*** Opening of Record set ***

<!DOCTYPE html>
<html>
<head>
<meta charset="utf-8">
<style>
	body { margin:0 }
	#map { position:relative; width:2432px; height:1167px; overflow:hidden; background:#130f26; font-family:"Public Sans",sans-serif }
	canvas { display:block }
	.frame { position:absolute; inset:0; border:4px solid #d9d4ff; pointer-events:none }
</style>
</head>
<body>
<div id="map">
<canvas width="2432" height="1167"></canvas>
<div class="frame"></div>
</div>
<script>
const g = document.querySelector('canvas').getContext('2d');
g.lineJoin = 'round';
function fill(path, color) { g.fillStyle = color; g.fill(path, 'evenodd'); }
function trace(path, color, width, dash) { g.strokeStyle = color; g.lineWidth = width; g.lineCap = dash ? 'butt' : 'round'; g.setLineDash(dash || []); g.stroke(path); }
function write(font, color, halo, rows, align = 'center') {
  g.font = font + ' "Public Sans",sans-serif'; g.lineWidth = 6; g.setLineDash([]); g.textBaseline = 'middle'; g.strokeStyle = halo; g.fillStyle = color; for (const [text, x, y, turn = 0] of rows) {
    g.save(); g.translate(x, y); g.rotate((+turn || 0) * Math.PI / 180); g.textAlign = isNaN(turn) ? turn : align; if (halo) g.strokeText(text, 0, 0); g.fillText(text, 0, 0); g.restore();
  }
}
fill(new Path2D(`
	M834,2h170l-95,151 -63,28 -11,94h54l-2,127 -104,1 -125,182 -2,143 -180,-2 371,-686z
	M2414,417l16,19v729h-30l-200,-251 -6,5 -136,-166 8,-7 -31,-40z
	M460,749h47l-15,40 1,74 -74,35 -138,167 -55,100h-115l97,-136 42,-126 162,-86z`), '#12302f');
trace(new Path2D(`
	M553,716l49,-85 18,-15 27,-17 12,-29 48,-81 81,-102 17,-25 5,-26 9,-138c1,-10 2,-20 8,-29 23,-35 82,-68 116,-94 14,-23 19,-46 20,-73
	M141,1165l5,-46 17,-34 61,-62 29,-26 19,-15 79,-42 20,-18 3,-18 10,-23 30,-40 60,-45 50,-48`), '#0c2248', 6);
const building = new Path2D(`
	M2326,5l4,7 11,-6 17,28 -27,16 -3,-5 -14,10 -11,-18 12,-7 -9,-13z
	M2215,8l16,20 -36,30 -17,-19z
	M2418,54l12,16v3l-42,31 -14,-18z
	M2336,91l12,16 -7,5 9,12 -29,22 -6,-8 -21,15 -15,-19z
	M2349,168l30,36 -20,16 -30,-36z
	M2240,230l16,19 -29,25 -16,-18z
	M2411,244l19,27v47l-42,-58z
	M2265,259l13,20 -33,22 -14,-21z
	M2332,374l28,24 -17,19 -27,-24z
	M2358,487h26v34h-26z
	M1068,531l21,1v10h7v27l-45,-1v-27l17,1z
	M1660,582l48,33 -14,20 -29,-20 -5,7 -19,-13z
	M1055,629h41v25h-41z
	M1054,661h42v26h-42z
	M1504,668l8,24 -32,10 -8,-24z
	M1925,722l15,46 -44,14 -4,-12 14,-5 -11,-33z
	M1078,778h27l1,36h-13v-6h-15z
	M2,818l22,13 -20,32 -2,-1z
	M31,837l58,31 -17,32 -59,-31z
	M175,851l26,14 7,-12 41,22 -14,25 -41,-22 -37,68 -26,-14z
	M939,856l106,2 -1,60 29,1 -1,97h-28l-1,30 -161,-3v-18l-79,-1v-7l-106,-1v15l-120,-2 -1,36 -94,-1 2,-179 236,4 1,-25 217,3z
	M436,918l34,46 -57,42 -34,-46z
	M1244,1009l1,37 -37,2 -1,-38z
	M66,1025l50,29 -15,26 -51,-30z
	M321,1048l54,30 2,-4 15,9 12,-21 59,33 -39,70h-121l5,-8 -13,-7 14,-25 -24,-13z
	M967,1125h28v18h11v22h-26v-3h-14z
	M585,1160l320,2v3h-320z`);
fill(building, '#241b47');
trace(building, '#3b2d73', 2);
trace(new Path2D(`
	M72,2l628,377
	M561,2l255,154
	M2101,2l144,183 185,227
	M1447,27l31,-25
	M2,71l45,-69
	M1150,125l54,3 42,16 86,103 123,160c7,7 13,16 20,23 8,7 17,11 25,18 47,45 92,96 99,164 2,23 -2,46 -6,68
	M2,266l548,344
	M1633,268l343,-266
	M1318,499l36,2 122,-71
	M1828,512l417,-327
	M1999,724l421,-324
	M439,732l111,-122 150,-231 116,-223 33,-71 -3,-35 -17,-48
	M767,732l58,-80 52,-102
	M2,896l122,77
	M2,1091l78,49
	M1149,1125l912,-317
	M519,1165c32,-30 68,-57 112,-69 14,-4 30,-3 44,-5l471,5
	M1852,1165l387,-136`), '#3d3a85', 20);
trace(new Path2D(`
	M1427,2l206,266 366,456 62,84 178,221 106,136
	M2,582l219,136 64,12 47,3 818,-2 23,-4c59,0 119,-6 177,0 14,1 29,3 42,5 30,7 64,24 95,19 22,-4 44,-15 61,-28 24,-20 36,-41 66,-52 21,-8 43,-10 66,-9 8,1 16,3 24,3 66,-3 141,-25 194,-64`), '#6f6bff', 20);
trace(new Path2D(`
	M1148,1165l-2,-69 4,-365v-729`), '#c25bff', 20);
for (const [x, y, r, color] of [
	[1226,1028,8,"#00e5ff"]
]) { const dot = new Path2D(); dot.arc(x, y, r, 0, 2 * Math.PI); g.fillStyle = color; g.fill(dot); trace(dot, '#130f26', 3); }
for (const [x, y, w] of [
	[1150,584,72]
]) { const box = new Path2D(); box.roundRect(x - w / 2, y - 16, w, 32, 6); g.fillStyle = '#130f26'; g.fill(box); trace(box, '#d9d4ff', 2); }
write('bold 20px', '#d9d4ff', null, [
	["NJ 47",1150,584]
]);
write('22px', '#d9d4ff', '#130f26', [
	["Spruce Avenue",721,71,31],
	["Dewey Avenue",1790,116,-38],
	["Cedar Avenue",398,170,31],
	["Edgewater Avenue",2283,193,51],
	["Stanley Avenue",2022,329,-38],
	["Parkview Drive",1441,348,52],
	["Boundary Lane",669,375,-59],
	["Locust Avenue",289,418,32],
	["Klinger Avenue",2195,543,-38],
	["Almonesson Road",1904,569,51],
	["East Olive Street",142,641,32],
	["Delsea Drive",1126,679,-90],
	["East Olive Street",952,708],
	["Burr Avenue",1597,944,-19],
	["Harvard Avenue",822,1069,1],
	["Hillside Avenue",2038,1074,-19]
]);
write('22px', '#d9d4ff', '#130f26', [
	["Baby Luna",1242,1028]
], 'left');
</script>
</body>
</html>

*** Close of Record set ***

Problem: Only the lines above from the one with "position:relative; width:2432px; height:1167px;" up to and including the one with "function write(font, color, halo, rows, align" should be repeated, exactly as written.

Result of the task:
	#map { position:relative; width:2432px; height:1167px; overflow:hidden; background:#130f26; font-family:"Public Sans",sans-serif }
	canvas { display:block }
	.frame { position:absolute; inset:0; border:4px solid #d9d4ff; pointer-events:none }
</style>
</head>
<body>
<div id="map">
<canvas width="2432" height="1167"></canvas>
<div class="frame"></div>
</div>
<script>
const g = document.querySelector('canvas').getContext('2d');
g.lineJoin = 'round';
function fill(path, color) { g.fillStyle = color; g.fill(path, 'evenodd'); }
function trace(path, color, width, dash) { g.strokeStyle = color; g.lineWidth = width; g.lineCap = dash ? 'butt' : 'round'; g.setLineDash(dash || []); g.stroke(path); }
function write(font, color, halo, rows, align = 'center') {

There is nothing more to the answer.